EBM’s 2nd Harmonization Workshop: Anatomy of brain stem and spinal cord
An interdisciplinary training workshop has brought together EBM researchers from different disciplines at the Institute of Anatomy to explore the mysteries of the human brain, with a special focus on the intricate anatomy of the spinal cord. Led by Prof. Dr. Stefanie Kürten from the Neuroanatomy Department of the University of Bonn and esteemed experts Dr. Rittika Chunder and Dr. Maik Hintze, this workshop aimed to foster collaboration and enrich understanding of the complexity of the brain and spinal cord. Let’s embark on a journey of discovery and unravel the mysteries of the spinal cord!
The workshop commenced with an engaging talk by Dr. Rittika Chunder. Dr.
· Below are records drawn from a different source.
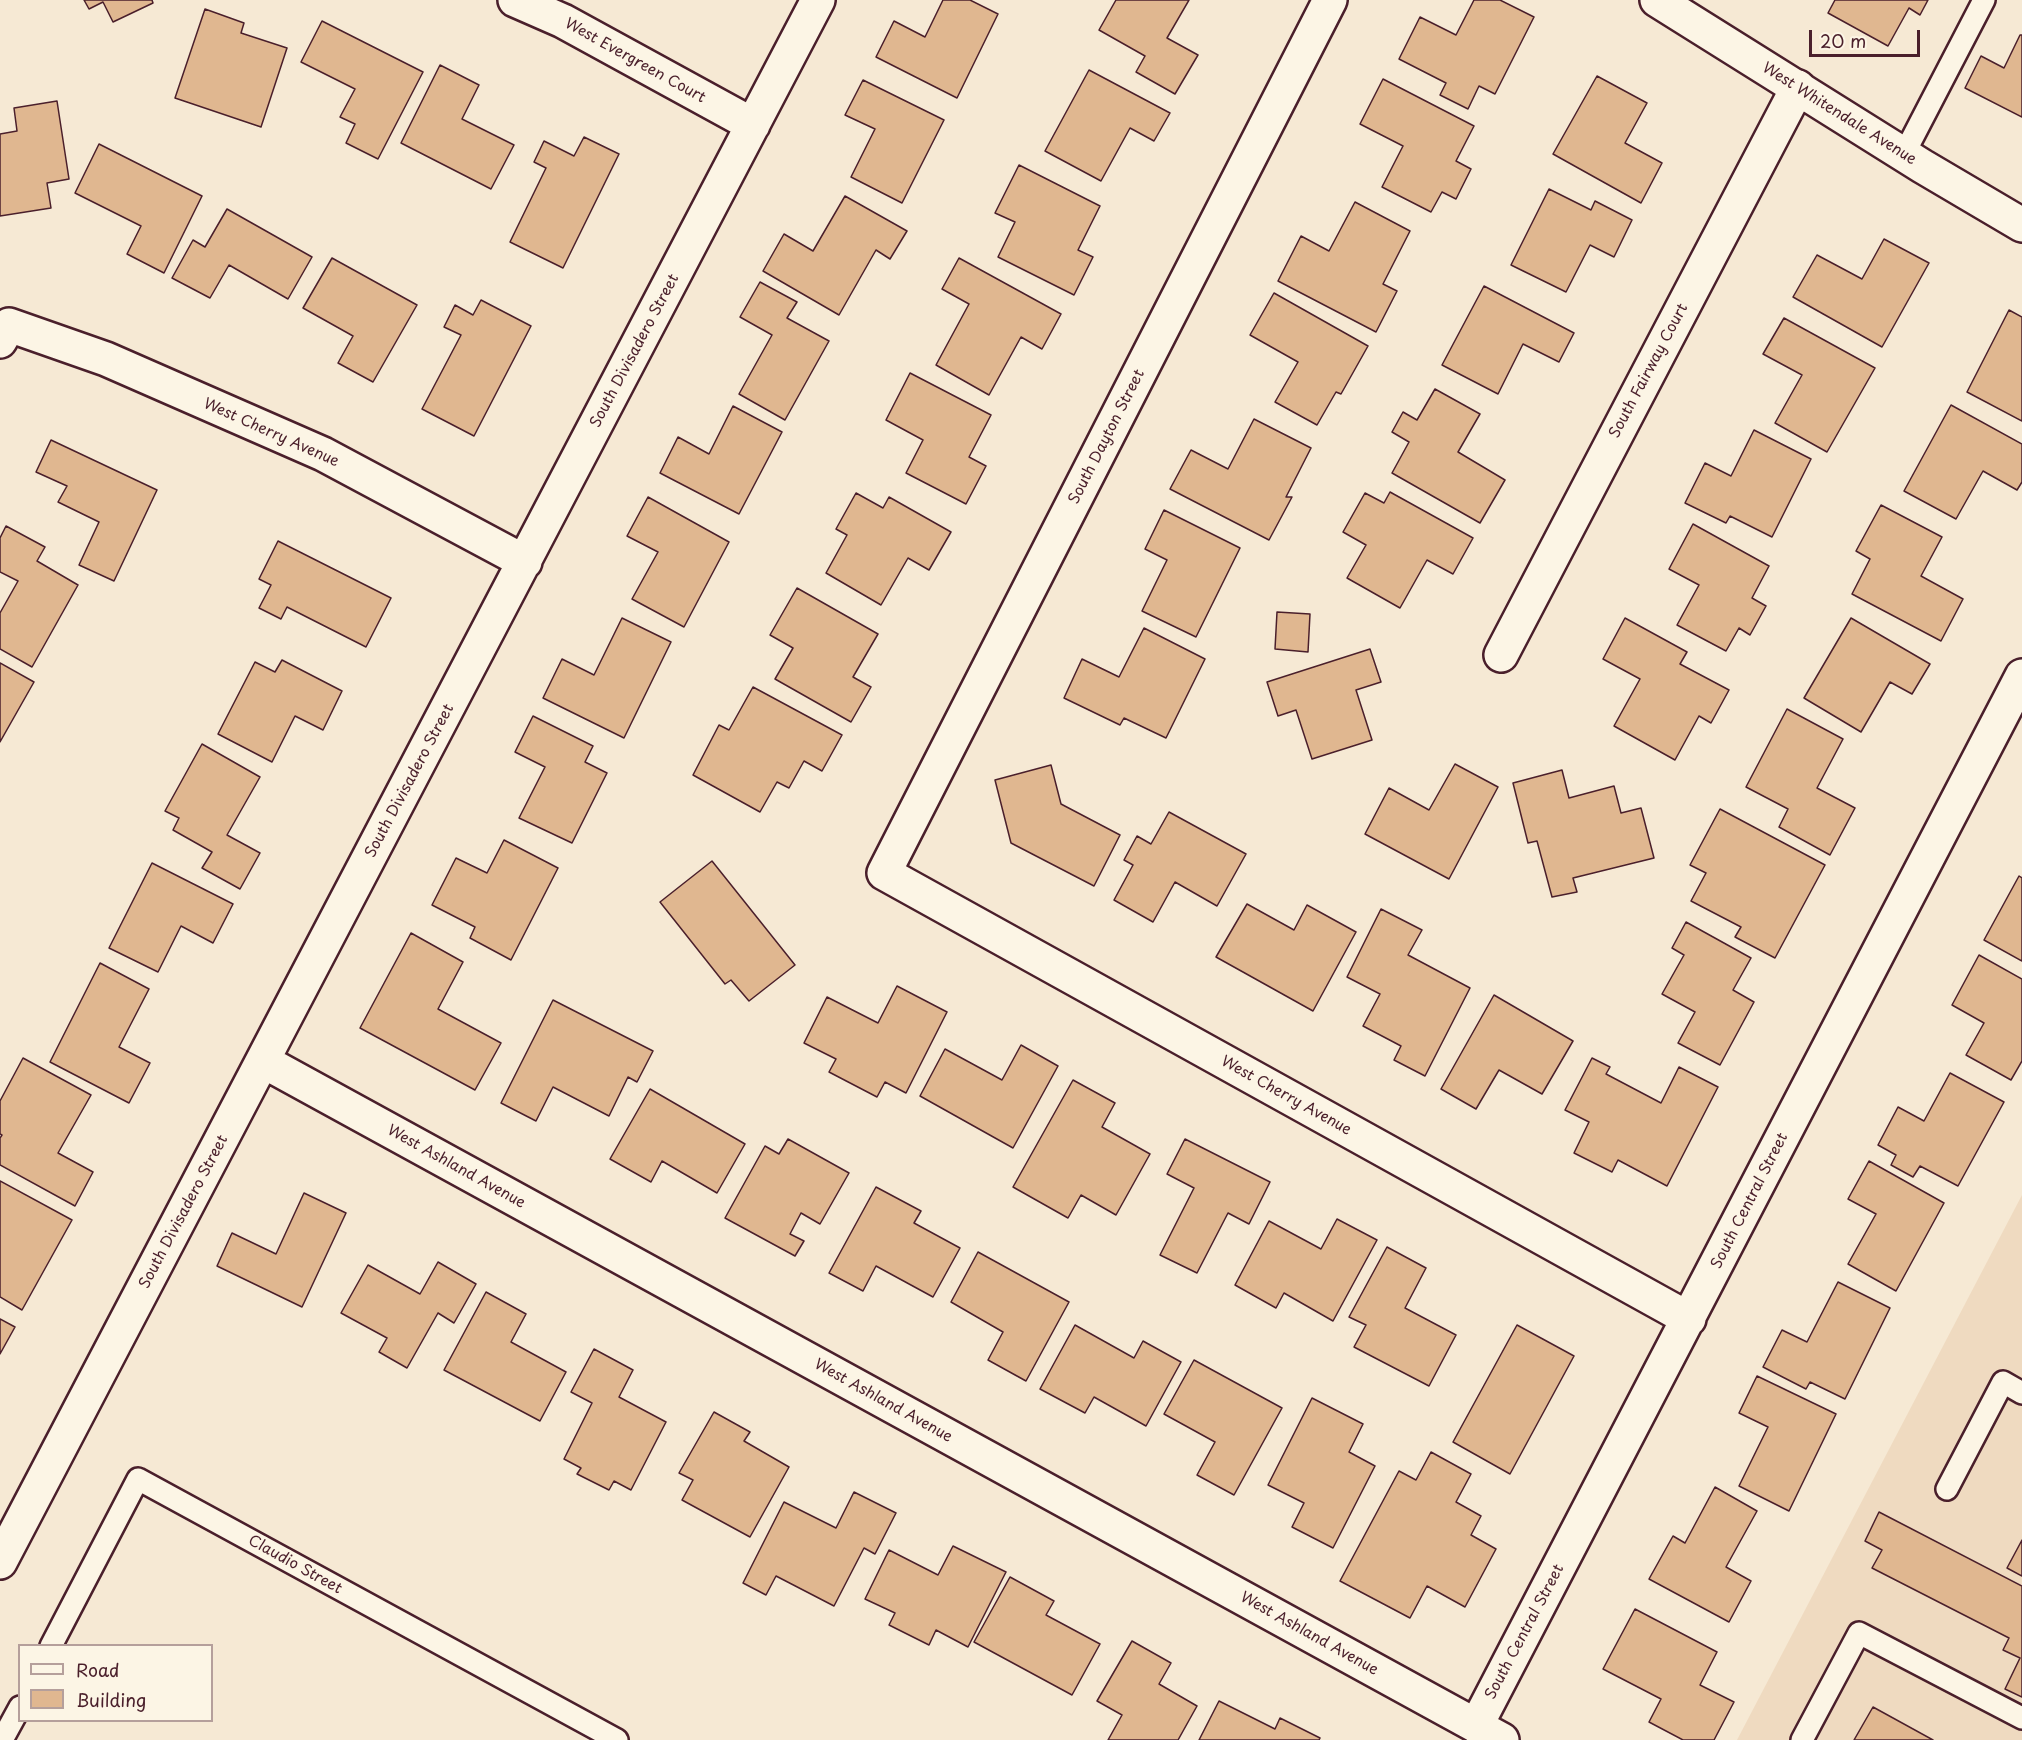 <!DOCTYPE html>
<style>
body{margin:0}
#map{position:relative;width:2022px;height:1740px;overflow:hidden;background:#f6e9d4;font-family:"Playpen Sans",sans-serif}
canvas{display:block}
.legend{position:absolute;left:18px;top:1644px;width:195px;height:78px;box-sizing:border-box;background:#fcf5e5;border:2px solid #b59f9b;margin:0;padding:8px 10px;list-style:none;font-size:18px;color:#4a1f2b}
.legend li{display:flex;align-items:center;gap:12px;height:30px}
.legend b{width:30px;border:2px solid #b59f9b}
.scale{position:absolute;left:1809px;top:30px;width:111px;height:27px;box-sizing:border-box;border:3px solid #4a1f2b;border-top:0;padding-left:8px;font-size:18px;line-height:21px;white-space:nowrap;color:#4a1f2b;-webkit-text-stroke:4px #fcf5e5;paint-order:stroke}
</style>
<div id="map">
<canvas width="2022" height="1740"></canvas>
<ul class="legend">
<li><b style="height:8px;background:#fcf5e5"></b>Road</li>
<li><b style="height:16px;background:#e0b790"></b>Building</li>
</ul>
<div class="scale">20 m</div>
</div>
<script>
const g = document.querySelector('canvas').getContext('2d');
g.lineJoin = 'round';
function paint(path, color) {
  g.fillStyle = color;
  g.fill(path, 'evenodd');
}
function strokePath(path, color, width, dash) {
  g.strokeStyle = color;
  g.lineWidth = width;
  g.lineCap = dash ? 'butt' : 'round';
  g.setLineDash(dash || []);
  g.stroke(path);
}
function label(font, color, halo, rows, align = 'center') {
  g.font = font + ' "Playpen Sans",sans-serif';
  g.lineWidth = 4.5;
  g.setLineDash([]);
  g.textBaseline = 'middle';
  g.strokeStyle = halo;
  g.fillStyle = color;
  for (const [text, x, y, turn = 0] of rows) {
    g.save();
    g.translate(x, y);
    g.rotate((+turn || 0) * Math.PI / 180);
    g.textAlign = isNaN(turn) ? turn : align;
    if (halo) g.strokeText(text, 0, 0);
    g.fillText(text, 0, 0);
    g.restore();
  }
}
paint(new Path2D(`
 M2022,1195V1740H1737Z`), '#efdac0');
const building = new Path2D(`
 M84,0H152L153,3L113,22L103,2L89,9Z
 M943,0H970L998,14L957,98L876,57L894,21L925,37Z
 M1116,0H1189L1167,38L1198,55L1175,94L1136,72L1145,56L1099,30Z
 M1474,0H1500L1534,17L1495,94L1479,86L1468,109L1440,95L1446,83L1399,59L1420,17L1456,35Z
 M1835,0H1928L1920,15L1909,8L1888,46L1828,13Z
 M205,9L244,23L241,33L287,48L261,127L175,98Z
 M322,21L423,72L378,159L346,143L355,124L340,117L355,89L301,62Z
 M2020,35H2022V117L1965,88L1981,56L2004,68Z
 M440,65L479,85L462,119L514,145L491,189L401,143Z
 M1089,70L1170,113L1154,141L1130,128L1101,181L1045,151Z
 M1597,76L1647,103L1625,143L1662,163L1641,203L1553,154Z
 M1383,79L1474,126L1456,161L1471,169L1456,199L1442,192L1431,212L1382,187L1403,146L1360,124Z
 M863,80L944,120L902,203L851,177L875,129L845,115Z
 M57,101L69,179L47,183L51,208L0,216V134L17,131L14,108Z
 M584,137L619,154L563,268L510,242L546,168L534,162L544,141L574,156Z
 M99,144L202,196L164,273L127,254L141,226L75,193Z
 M1019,165L1100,206L1078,250L1093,257L1074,295L998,257L1015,222L995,213Z
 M1549,189L1591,210L1595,201L1632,220L1614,257L1590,245L1566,292L1511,265Z
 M845,196L907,231L890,259L876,250L839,315L763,271L784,234L813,251Z
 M1355,202L1410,231L1383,284L1397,291L1376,332L1278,281L1301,236L1329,251Z
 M227,209L312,257L288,299L229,265L210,298L172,278L193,240L205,247Z
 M1884,239L1929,263L1882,347L1793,297L1817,255L1862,279Z
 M332,258L417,305L373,382L338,363L353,336L303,308Z
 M959,258L1061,314L1042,349L1021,337L989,395L936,365L969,304L942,289Z
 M760,282L797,302L787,318L829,341L785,420L739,394L772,335L740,317Z
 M1484,286L1574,333L1559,362L1523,344L1498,394L1442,365Z
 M1274,293L1368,346L1341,394L1336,392L1317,425L1275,402L1298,362L1250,335Z
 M481,300L531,326L474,436L422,409L461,335L444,327L455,305L473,315Z
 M2009,310L2022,317V421L1967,392Z
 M1784,318L1875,368L1827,452L1775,423L1802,375L1763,354Z
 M910,373L991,415L969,457L986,466L966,504L906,473L923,440L886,420Z
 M1435,389L1480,414L1458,452L1505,480L1480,523L1392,473L1409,442L1392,432L1403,412L1417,420Z
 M1951,405L2022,444V482L2017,490L1983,471L1956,519L1904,491Z
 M733,406L782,432L739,514L660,473L678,437L709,454Z
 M1254,419L1311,448L1286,497H1292L1269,540L1170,489L1191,450L1228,469Z
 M1754,430L1811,459L1772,537L1730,516L1726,523L1685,503L1705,463L1731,476Z
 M51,440L157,490L114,581L79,565L99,522L58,502L67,486L36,472Z
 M1390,492L1473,538L1453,574L1427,560L1400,608L1347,578L1366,545L1343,532L1365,493L1384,503Z
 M856,493L883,508L889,497L951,532L929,570L908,558L881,605L826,573L847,535L836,529Z
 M648,497L729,542L684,627L632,599L658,552L627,536Z
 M1881,505L1942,537L1921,576L1963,599L1941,641L1852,594L1870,559L1856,551Z
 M1164,510L1240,548L1196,637L1142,611L1167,560L1145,549Z
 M1693,524L1769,566L1752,598L1766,606L1750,635L1739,628L1726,651L1677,625L1699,585L1669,569Z
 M6,526L45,547L37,561L78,585L32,667L0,649V613L18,581L0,572V538Z
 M278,541L391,598L366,647L287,607L281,619L259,608L271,585L259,579Z
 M797,588L878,634L853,677L871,687L851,722L775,679L793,648L770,635Z
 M1277,612L1310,614L1308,652L1275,649Z
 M622,618L671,642L624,738L543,698L562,659L594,675Z
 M1625,618L1687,652L1680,664L1729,690L1711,723L1699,716L1675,760L1614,726L1640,679L1603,659Z
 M1851,618L1930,664L1912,694L1890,682L1861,732L1804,698Z
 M1144,628L1205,659L1166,738L1124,718L1120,725L1064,698L1082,659L1119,677Z
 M1370,649L1381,682L1356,690L1372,740L1312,759L1296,710L1278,716L1267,682Z
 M282,660L342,691L323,730L295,716L272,762L218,734L255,662L275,672Z
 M0,663L34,682L0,742Z
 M753,687L842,735L822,771L804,761L789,788L777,782L760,812L693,775L719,725L729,730Z
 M1787,709L1843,739L1817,788L1855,808L1830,855L1779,827L1788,809L1746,787Z
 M533,716L593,746L585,762L607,773L572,843L519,818L545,767L515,752Z
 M202,744L260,777L227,835L260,853L240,889L202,868L212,852L173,830L179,818L165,811Z
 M1455,764L1498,787L1449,879L1365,834L1389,788L1429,810Z
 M1051,765L1061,804L1120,835L1094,886L1011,843L995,780Z
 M1562,770L1569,798L1614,786L1621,813L1641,808L1654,858L1573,878L1577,892L1552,897L1537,841L1528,843L1513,783Z
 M1720,809L1825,865L1775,958L1735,937L1741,927L1691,901L1706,873L1690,865Z
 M1169,812L1246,854L1217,906L1175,882L1153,922L1114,900L1133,865L1124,860L1137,836L1151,844Z
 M504,840L558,868L511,960L470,938L475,927L432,905L456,858L487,873Z
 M712,861L795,965L749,1001L731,980L725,984L660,902Z
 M152,863L233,904L213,943L181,926L158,972L109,948Z
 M2019,876L2022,878V961L1984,940Z
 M1247,904L1294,930L1307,905L1356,932L1313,1011L1216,957Z
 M1381,909L1422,930L1408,955L1470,988L1425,1076L1394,1060L1401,1046L1363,1026L1380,994L1347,977Z
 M1686,922L1751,958L1733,990L1754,1002L1720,1065L1678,1043L1695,1012L1662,994L1684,955L1672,948Z
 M411,933L463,962L438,1009L501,1043L475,1090L360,1028Z
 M1979,955L2022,979V1061L2011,1080L1966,1055L1984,1023L1952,1005Z
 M100,963L149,989L119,1047L150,1063L129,1103L50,1062Z
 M897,986L947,1012L906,1093L885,1082L877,1097L829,1072L836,1059L804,1043L827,997L878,1023Z
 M1494,995L1573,1041L1542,1094L1499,1070L1476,1109L1441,1089Z
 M553,1000L653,1051L637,1082L628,1077L609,1116L553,1087L536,1121L501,1103Z
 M1021,1045L1058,1066L1013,1148L920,1096L945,1049L1002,1080Z
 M23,1058L91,1095L58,1153L93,1172L75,1206L0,1165V1138L2,1135L0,1134V1101Z
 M1592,1058L1610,1067L1606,1074L1661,1103L1679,1067L1718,1087L1667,1186L1618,1160L1612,1172L1574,1153L1589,1122L1565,1110Z
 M1950,1073L2004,1102L1958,1186L1920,1166L1913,1177L1891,1165L1896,1155L1878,1145L1898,1107L1924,1121Z
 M1073,1080L1115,1103L1102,1127L1150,1154L1116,1215L1081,1195L1068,1218L1013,1187Z
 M650,1089L745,1144L717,1193L662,1161L651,1182L610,1159Z
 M788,1139L849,1173L820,1224L801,1213L790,1234L804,1241L795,1256L725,1218L765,1146L779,1154Z
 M1185,1139L1270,1182L1249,1224L1228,1213L1197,1273L1160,1255L1194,1188L1167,1174Z
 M1869,1161L1944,1203L1896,1291L1848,1264L1876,1214L1848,1199Z
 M0,1181L72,1220L22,1310L0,1297Z
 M876,1187L921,1211L914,1223L960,1248L933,1297L876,1266L863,1291L829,1273Z
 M304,1193L346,1213L302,1307L217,1266L232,1233L276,1254Z
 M1337,1219L1377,1240L1333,1321L1284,1293L1276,1308L1235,1285L1269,1221L1321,1249Z
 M1387,1247L1426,1268L1405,1308L1456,1335L1429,1386L1354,1347L1366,1325L1349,1317Z
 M978,1252L1069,1302L1026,1381L988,1360L1003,1332L951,1302Z
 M438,1262L476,1284L454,1323L438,1313L407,1368L379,1352L387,1338L341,1313L368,1265L420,1294Z
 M1838,1282L1890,1308L1845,1399L1810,1382L1806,1389L1763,1367L1782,1330L1807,1342Z
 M486,1292L526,1314L511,1342L566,1372L540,1421L444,1370Z
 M0,1319L15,1327L0,1354Z
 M1075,1325L1134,1358L1143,1341L1181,1362L1146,1426L1094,1397L1085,1413L1040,1389Z
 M1517,1325L1574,1356L1510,1474L1453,1442Z
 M594,1349L633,1370L619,1397L666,1422L631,1490L614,1481L609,1490L577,1474L581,1468L564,1459L592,1403L571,1392Z
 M1194,1360L1282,1408L1234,1495L1197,1475L1215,1442L1164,1414Z
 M1757,1376L1836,1414L1789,1511L1739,1486L1768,1427L1739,1413Z
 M1312,1398L1363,1424L1349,1452L1375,1466L1333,1548L1292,1527L1304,1503L1268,1485Z
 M714,1412L750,1432L744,1441L789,1467L750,1537L682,1500L693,1480L679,1473Z
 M1431,1452L1471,1474L1456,1502L1481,1516L1471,1535L1496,1549L1465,1607L1427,1586L1410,1618L1340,1581L1399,1471L1416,1480Z
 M1715,1487L1757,1511L1726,1567L1751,1581L1729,1622L1649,1579L1673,1536L1685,1543Z
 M854,1492L896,1513L875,1554L864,1548L834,1606L776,1576L766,1595L743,1583L784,1502L836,1528Z
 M1879,1512L2022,1586V1697L2005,1689L2020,1658L2003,1650L2009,1638L1872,1568L1882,1550L1865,1541Z
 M2022,1540V1576L2007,1568Z
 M953,1546L1006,1572L968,1647L936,1630L929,1645L889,1625L895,1613L865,1599L889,1550L938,1575Z
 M1010,1577L1054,1601L1046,1615L1100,1644L1072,1695L974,1642Z
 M1635,1609L1717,1652L1700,1685L1734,1702L1714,1740H1683L1649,1722L1661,1699L1603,1669Z
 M1132,1641L1171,1663L1159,1684L1197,1706L1178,1740H1108L1122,1715L1097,1701Z
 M1219,1701L1275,1729L1280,1718L1320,1738L1319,1740H1199Z
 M1873,1707L1933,1740H1854Z`);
paint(building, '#e0b790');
strokePath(building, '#4a1f2b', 1.5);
const lane = new Path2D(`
 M1904,154L1984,0
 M1947,1489L2003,1382L2022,1393
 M51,1646L138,1479L617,1740
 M2,1740L20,1707
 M1802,1740L1859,1633L2022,1718`);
const street = new Path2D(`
 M515,0L563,21L753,125
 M1330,0L884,873L1689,1319
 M0,341L9,325L106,359L323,454L525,562
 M1501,655L1798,87
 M263,1061L1502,1740
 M0,1562L818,0
 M1476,1726L2022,676`);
const secondary = new Path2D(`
 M1657,0L1922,166L2022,225`);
strokePath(lane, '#4a1f2b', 26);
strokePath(street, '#4a1f2b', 38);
strokePath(secondary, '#4a1f2b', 38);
strokePath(lane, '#fcf5e5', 21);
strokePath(street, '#fcf5e5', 33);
strokePath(secondary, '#fcf5e5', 33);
label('15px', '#4a1f2b', '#fcf5e5', [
 ["West Evergreen Court",635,61,29],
 ["West Whitendale Avenue",1839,114,32],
 ["South Divisadero Street",635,351,-62],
 ["South Fairway Court",1649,371,-62],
 ["West Cherry Avenue",271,433,24],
 ["South Dayton Street",1107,437,-63],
 ["South Divisadero Street",410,781,-62],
 ["West Cherry Avenue",1286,1096,29],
 ["West Ashland Avenue",456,1167,29],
 ["South Central Street",1750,1201,-63],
 ["South Divisadero Street",184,1212,-62],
 ["West Ashland Avenue",883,1401,29],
 ["Claudio Street",295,1565,29],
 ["South Central Street",1525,1632,-62],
 ["West Ashland Avenue",1309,1634,29]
]);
</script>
Chunder provided a comprehensive introduction to the anatomy of the spinal cord, laying the foundation for participants to understand its essential components and functions.
Dr. Maik Hintze led the subsequent sessions. He conducted investigations on fixed spinal cord probes and human spinal cord samples and skillfully explained the complicated anatomy of the spinal cord to the participants. Through hands-on experience, the researchers gained valuable insights into the structure and function of this important neural pathway. Dr. Hintze’s expertise also extended to the anatomy of the brainstem, where he explained the functional background of the spinal nerves, the brainstem, and their intricate connections to the spinal cord. This lecture gave a holistic impression of how these components work together to enable vital bodily functions. In another exciting session led by Dr. Maik Hintze, participants were guided through examinations of brainstem and spinal nerves on fixed human specimens. This hands-on exploration allowed the researchers to deepen their understanding of the concepts discussed and to see the anatomical structures.
Throughout the workshop, Prof. Dr. Stefanie Kürten provided valuable insights that enriched all discussions and investigations. The workshop fostered collaboration between researchers from different disciplines and emphasized the joint efforts needed to improve our understanding of the brain and its complex mechanisms.